“I haven’t had a full year’s worth of work ever,” admits Don Hany.
“This is the first time in my life that I’ve ever gone from one job to another for a whole year. Who knows if it will be the only one? But it’s a weird job. It’s never really self-sustaining and it’s not necessarily a conduit of working more in the future.”
About to be seen in the pivotal role of in Offspring, actor Don Hany is busier than ever. In the last twelve months he has been seen in East West 101, Tangle, Miracle plus shooting for the Underbelly Files telemovies.
It’s been twelve years since his first ongoing TV role on Breakers in 1998, followed by White Collar Blue in 2002 where he worked with Steve Knapman and Kris Wyld (East West 101). In those early years Australian drama was struggling, but he has held on long enough to see the tide turn.
Hany told TV Tonight that back then Australian drama was under seige from Reality television.
“That was around at the time of Big Brother and Idol mania, and those shows eclipsed the numbers that any Aussie Drama could bring in. Buying foreign content made more sense and networks were in that tough situation where they couldn’t afford to spend a lot of money on Drama unless it was going to rate.
“I was lucky to leave drama school and join Breakers, which employed me for a year. Between that and White Collar Blue I was able to jump from guest roles and theatre.”
In the mid 2000s while drama largely languished, Hany worked in the US. But after returning to Australia his role in East West 101 saw him lauded by critics as Detective Zane Malik. This year he won the Most Outstanding Actor award at the Logies.

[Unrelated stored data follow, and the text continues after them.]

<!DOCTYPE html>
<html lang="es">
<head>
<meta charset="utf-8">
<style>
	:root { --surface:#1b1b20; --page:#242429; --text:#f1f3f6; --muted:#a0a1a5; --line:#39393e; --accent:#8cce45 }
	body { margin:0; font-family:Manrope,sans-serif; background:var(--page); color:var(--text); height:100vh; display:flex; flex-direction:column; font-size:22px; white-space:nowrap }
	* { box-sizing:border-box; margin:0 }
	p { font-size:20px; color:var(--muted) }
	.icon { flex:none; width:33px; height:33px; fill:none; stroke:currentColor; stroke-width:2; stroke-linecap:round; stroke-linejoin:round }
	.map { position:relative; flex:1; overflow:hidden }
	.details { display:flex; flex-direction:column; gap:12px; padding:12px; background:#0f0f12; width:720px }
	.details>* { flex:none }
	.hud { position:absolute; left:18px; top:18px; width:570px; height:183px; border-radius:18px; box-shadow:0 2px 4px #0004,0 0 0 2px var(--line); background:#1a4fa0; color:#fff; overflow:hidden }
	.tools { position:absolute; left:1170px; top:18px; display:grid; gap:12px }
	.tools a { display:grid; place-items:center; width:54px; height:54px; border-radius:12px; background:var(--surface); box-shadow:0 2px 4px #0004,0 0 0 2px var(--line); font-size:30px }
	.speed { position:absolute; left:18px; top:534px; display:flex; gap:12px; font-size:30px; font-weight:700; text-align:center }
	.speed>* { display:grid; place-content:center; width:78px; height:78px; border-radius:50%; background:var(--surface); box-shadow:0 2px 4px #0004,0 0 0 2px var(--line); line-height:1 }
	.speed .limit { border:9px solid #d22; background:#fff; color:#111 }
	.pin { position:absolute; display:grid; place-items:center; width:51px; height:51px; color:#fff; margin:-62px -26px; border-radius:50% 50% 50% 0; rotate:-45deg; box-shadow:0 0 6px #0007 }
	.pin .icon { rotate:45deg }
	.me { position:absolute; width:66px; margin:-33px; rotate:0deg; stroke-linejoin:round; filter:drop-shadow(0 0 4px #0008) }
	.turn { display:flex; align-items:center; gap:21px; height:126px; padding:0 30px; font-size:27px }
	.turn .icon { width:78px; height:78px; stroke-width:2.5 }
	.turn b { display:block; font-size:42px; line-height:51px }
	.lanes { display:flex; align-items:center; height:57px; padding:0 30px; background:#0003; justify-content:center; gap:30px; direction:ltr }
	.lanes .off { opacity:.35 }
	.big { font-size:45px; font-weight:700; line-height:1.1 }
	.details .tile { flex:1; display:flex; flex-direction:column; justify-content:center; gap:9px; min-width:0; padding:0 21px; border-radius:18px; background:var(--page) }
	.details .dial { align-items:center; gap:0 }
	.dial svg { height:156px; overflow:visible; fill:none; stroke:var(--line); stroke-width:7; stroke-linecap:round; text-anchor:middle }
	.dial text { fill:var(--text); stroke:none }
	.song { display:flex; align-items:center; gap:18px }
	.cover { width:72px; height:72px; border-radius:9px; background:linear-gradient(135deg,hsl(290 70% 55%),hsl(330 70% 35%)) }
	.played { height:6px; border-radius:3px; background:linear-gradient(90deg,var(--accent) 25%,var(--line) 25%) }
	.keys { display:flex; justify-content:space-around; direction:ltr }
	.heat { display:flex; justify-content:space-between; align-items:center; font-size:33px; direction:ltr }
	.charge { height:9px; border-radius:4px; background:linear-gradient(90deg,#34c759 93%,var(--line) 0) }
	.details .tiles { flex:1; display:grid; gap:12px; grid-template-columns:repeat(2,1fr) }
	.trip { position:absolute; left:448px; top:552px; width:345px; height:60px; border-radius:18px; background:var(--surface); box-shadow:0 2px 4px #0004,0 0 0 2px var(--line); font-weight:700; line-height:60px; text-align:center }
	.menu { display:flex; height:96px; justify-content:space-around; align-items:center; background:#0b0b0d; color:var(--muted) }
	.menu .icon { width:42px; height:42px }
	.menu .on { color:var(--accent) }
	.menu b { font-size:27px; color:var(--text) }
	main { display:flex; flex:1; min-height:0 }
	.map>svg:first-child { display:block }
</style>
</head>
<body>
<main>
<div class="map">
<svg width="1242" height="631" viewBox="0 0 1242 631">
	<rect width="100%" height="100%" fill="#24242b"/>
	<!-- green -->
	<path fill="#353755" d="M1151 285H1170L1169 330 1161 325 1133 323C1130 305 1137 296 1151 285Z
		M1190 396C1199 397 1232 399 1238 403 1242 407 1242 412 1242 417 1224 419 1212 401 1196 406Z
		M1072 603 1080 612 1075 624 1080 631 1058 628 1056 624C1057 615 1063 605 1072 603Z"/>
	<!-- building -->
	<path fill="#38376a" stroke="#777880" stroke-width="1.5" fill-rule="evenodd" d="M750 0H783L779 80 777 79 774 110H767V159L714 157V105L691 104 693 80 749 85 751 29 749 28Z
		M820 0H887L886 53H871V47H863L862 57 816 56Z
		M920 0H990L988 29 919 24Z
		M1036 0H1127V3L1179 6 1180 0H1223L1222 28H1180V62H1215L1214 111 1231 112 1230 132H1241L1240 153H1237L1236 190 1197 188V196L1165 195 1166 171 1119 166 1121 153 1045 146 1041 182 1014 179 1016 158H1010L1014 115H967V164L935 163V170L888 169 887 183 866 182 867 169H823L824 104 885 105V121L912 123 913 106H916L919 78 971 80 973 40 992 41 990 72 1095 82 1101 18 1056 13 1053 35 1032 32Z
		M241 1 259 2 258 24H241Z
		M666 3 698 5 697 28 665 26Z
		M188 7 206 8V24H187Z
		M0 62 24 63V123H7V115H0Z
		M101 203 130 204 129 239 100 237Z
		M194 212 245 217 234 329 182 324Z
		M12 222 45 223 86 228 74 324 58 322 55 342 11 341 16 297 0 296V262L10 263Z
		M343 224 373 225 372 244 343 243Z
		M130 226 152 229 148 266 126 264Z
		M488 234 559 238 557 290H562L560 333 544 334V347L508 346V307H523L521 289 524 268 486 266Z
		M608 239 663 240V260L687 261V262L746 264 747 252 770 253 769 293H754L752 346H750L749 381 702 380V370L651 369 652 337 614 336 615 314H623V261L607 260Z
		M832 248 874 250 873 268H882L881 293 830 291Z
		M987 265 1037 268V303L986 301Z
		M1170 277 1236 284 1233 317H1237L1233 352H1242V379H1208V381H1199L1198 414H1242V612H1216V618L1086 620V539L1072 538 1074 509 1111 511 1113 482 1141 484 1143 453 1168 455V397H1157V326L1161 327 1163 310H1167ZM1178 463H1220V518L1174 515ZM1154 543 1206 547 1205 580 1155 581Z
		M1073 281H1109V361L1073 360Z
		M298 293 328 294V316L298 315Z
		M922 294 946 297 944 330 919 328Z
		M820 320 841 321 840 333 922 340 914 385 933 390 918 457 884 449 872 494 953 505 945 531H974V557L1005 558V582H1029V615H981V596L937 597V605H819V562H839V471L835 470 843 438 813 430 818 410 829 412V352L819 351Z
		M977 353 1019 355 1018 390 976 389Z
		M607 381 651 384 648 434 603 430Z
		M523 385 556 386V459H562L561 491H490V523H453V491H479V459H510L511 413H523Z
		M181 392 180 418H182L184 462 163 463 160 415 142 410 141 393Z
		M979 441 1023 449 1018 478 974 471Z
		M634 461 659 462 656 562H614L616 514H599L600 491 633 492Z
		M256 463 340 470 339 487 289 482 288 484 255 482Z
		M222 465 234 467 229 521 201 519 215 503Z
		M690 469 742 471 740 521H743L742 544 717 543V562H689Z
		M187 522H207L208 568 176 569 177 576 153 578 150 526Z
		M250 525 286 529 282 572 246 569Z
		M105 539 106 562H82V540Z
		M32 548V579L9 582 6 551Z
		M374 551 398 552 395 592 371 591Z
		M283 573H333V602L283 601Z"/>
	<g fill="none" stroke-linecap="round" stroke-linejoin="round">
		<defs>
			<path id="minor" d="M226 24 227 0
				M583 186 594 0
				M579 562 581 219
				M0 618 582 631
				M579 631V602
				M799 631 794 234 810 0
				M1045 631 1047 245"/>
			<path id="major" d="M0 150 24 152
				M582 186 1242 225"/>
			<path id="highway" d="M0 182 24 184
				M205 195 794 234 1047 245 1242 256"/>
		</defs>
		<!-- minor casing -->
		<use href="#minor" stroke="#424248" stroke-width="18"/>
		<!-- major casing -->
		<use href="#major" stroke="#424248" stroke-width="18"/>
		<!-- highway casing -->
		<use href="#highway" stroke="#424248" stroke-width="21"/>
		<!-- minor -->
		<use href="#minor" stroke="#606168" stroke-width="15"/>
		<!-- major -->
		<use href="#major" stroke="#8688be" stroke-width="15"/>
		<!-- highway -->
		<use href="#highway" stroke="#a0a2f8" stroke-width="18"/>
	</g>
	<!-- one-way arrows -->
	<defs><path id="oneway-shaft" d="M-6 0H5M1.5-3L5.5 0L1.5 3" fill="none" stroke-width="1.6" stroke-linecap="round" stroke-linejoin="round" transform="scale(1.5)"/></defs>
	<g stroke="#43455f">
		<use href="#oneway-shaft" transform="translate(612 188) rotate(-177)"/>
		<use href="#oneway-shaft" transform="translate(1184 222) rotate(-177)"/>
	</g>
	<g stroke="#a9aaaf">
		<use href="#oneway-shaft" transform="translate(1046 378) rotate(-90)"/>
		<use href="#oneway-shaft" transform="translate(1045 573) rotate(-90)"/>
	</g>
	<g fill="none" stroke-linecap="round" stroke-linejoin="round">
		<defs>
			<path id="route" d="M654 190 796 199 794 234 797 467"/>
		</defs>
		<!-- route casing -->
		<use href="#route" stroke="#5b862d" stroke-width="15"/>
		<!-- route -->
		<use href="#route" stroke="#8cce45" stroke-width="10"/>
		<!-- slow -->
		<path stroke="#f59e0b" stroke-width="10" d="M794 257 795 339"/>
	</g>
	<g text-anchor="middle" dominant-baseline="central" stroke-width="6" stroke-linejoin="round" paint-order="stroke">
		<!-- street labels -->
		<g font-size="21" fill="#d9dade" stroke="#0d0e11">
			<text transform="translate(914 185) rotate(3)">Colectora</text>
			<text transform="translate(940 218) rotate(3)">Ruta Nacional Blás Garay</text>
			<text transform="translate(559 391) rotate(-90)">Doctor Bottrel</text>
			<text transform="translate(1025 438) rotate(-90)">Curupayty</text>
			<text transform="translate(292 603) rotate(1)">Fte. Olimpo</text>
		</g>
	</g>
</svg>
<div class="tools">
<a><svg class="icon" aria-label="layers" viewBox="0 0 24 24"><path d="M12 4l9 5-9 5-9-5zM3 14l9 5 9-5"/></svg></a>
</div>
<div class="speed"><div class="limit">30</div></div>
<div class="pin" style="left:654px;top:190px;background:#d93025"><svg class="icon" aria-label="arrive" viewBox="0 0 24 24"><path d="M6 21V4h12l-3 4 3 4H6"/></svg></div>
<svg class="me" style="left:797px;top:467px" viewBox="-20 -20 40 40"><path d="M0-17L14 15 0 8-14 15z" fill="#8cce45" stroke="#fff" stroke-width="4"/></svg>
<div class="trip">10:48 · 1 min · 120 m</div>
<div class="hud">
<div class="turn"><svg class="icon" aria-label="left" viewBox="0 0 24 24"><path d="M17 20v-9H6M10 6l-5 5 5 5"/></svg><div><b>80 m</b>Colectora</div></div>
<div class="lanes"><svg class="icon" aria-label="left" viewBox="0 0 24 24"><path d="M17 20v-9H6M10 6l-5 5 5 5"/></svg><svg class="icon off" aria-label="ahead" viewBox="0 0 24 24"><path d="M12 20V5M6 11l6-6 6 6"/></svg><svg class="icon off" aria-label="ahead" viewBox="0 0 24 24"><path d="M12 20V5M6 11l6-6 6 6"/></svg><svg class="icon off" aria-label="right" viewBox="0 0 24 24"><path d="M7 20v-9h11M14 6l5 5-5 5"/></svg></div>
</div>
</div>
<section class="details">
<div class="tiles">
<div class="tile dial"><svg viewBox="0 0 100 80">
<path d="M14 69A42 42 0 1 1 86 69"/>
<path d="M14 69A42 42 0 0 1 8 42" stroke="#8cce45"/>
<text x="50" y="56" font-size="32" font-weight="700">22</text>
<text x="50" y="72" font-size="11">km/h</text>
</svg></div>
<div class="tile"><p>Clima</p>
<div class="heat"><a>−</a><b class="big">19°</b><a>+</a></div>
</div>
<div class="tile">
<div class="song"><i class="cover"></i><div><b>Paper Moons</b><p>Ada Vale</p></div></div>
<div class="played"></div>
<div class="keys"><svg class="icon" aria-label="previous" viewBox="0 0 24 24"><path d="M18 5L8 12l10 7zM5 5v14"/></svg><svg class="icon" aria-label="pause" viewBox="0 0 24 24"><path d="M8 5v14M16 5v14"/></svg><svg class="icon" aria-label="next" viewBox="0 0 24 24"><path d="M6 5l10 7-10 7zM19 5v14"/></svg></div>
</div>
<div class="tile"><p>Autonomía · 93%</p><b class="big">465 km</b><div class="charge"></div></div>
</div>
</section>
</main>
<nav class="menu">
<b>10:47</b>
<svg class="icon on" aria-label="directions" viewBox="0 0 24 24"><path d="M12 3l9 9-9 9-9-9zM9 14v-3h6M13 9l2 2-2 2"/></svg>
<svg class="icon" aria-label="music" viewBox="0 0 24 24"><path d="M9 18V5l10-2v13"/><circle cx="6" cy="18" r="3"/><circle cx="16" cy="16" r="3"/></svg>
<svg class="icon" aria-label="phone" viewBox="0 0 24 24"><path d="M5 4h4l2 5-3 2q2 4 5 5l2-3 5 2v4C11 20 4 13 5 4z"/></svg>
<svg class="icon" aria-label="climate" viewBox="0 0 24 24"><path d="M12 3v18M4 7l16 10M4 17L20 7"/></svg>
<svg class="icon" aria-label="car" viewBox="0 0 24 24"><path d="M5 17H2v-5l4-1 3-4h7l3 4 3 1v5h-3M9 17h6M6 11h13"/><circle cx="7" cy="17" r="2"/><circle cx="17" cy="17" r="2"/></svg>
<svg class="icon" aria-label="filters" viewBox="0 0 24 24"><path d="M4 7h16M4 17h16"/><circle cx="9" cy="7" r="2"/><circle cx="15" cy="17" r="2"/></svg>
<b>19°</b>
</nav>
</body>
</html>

Now as paediatrician Chris Havel in Offspring he puts his action role to one side for the chance to play the object of affection for Nina (Asher Keddie).
Hany says producers have created a show that offers an alternative to a drama landscape crowded in crime shows.
“John (Edwards) and Imogen (Banks) are always seeking to investigate that little thing about dysfunctionality and neurosis that is symptomatic of our generation which has made us so much happier in front of computers and kept us away from family. People live inside their heads so much these days, and in front of TVs and computers. There’s an interesting ‘disconnect’ we’ve developed with each other,” he says.
“The premise of this show is about a woman who gets in her own way all the time. So it’s a character that people will readily be able to identify with. She’s funny and she does what we all do, which is manufacture absurd versions of what’s happened in her head.
“There’s a heightened reality. Because we afford ourselves the ability to live inside her head we can go anywhere. So it’s got an absurdism, or ‘magical-reality,’ tht allows us to go to places that normal drama doesn’t fit into.”
The character of Chris Havel is that of a young father who moves to Melbourne from Brisbane, with a past that will be revealed. Working alongside the whimsical Nina, he is initially elevated into something close to a matinee idol.
“Chris lives in her head for a while. So Nina is the straight person a lot of the time until the scenes between Chris and Nina. In those scenes she’s dealing with her neuroses a bit more than what she normally is. Chris is usually left a little bit confused at the end of those interactions,” says Hany.
One balcony scene written by scriptwriter Debra Oswald is already beginning to follow him. Nina looks longingly at a relaxed Chris, while her voice-over pines “The neck! The neck! I have to kiss the neck!”
But Hany says the shoot was a lot less romantic.
“What’s funny is when we shot that the continuity guy was in the background doing the voice-over. ‘Ahh-the neck-the-neck-I-have-to-kiss-the-neck.’ It became like this homoerotic thing and I kept laughing. It was so not sexy!”
Offspring airs 8:30pm Sunday on TEN.